ACTION ITEM - Print the records exactly as they are written.

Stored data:
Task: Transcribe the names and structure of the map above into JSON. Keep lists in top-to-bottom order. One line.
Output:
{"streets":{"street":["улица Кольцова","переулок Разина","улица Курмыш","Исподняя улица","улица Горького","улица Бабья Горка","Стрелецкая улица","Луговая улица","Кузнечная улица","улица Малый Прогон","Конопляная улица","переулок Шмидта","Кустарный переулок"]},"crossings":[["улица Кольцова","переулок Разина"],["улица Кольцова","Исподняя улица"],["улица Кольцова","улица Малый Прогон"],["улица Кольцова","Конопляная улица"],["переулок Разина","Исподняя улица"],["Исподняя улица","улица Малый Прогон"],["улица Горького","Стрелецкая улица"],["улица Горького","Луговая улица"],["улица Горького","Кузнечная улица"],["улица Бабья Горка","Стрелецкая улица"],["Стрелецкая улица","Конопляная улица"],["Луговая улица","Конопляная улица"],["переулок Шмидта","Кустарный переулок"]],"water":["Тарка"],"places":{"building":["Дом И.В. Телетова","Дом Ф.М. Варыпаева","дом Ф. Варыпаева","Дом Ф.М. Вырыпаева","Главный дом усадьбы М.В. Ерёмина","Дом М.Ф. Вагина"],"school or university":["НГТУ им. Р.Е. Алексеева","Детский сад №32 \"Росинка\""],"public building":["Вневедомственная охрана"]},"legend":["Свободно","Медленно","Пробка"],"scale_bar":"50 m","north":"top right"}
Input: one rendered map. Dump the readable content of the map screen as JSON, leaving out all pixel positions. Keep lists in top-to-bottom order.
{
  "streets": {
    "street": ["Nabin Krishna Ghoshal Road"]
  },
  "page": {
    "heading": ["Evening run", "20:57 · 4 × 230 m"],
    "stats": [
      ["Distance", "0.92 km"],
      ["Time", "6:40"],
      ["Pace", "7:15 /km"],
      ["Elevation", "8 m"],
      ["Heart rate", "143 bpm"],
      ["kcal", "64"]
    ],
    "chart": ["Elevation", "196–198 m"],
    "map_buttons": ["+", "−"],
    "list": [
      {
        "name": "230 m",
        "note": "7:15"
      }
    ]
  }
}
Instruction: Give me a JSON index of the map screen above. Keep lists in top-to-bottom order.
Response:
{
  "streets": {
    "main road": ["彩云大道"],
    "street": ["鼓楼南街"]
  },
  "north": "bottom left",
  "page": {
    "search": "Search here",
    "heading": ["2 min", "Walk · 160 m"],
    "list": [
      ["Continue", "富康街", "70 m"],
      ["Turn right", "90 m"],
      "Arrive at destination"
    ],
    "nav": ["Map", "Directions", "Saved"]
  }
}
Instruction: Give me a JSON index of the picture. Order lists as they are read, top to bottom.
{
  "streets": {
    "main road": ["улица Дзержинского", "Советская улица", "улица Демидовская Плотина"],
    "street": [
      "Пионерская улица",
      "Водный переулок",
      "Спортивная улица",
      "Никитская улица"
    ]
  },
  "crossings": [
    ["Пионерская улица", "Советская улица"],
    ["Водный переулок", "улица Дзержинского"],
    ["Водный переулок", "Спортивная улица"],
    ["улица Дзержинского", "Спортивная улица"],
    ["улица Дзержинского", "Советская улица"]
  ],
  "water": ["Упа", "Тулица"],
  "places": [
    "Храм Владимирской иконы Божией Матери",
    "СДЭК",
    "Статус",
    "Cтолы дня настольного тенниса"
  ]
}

SOLUTION BELOW -
Task: Transcribe the names and structure of the map above into JSON. Keep lists in top-to-bottom order. One line.
Output:
{"streets":{"street":["улица Кольцова","переулок Разина","улица Курмыш","Исподняя улица","улица Горького","улица Бабья Горка","Стрелецкая улица","Луговая улица","Кузнечная улица","улица Малый Прогон","Конопляная улица","переулок Шмидта","Кустарный переулок"]},"crossings":[["улица Кольцова","переулок Разина"],["улица Кольцова","Исподняя улица"],["улица Кольцова","улица Малый Прогон"],["улица Кольцова","Конопляная улица"],["переулок Разина","Исподняя улица"],["Исподняя улица","улица Малый Прогон"],["улица Горького","Стрелецкая улица"],["улица Горького","Луговая улица"],["улица Горького","Кузнечная улица"],["улица Бабья Горка","Стрелецкая улица"],["Стрелецкая улица","Конопляная улица"],["Луговая улица","Конопляная улица"],["переулок Шмидта","Кустарный переулок"]],"water":["Тарка"],"places":{"building":["Дом И.В. Телетова","Дом Ф.М. Варыпаева","дом Ф. Варыпаева","Дом Ф.М. Вырыпаева","Главный дом усадьбы М.В. Ерёмина","Дом М.Ф. Вагина"],"school or university":["НГТУ им. Р.Е. Алексеева","Детский сад №32 \"Росинка\""],"public building":["Вневедомственная охрана"]},"legend":["Свободно","Медленно","Пробка"],"scale_bar":"50 m","north":"top right"}
Input: one rendered map. Dump the readable content of the map screen as JSON, leaving out all pixel positions. Keep lists in top-to-bottom order.
{
  "streets": {
    "street": ["Nabin Krishna Ghoshal Road"]
  },
  "page": {
    "heading": ["Evening run", "20:57 · 4 × 230 m"],
    "stats": [
      ["Distance", "0.92 km"],
      ["Time", "6:40"],
      ["Pace", "7:15 /km"],
      ["Elevation", "8 m"],
      ["Heart rate", "143 bpm"],
      ["kcal", "64"]
    ],
    "chart": ["Elevation", "196–198 m"],
    "map_buttons": ["+", "−"],
    "list": [
      {
        "name": "230 m",
        "note": "7:15"
      }
    ]
  }
}
Instruction: Give me a JSON index of the map screen above. Keep lists in top-to-bottom order.
Response:
{
  "streets": {
    "main road": ["彩云大道"],
    "street": ["鼓楼南街"]
  },
  "north": "bottom left",
  "page": {
    "search": "Search here",
    "heading": ["2 min", "Walk · 160 m"],
    "list": [
      ["Continue", "富康街", "70 m"],
      ["Turn right", "90 m"],
      "Arrive at destination"
    ],
    "nav": ["Map", "Directions", "Saved"]
  }
}
Instruction: Give me a JSON index of the picture. Order lists as they are read, top to bottom.
{
  "streets": {
    "main road": ["улица Дзержинского", "Советская улица", "улица Демидовская Плотина"],
    "street": [
      "Пионерская улица",
      "Водный переулок",
      "Спортивная улица",
      "Никитская улица"
    ]
  },
  "crossings": [
    ["Пионерская улица", "Советская улица"],
    ["Водный переулок", "улица Дзержинского"],
    ["Водный переулок", "Спортивная улица"],
    ["улица Дзержинского", "Спортивная улица"],
    ["улица Дзержинского", "Советская улица"]
  ],
  "water": ["Упа", "Тулица"],
  "places": [
    "Храм Владимирской иконы Божией Матери",
    "СДЭК",
    "Статус",
    "Cтолы дня настольного тенниса"
  ]
}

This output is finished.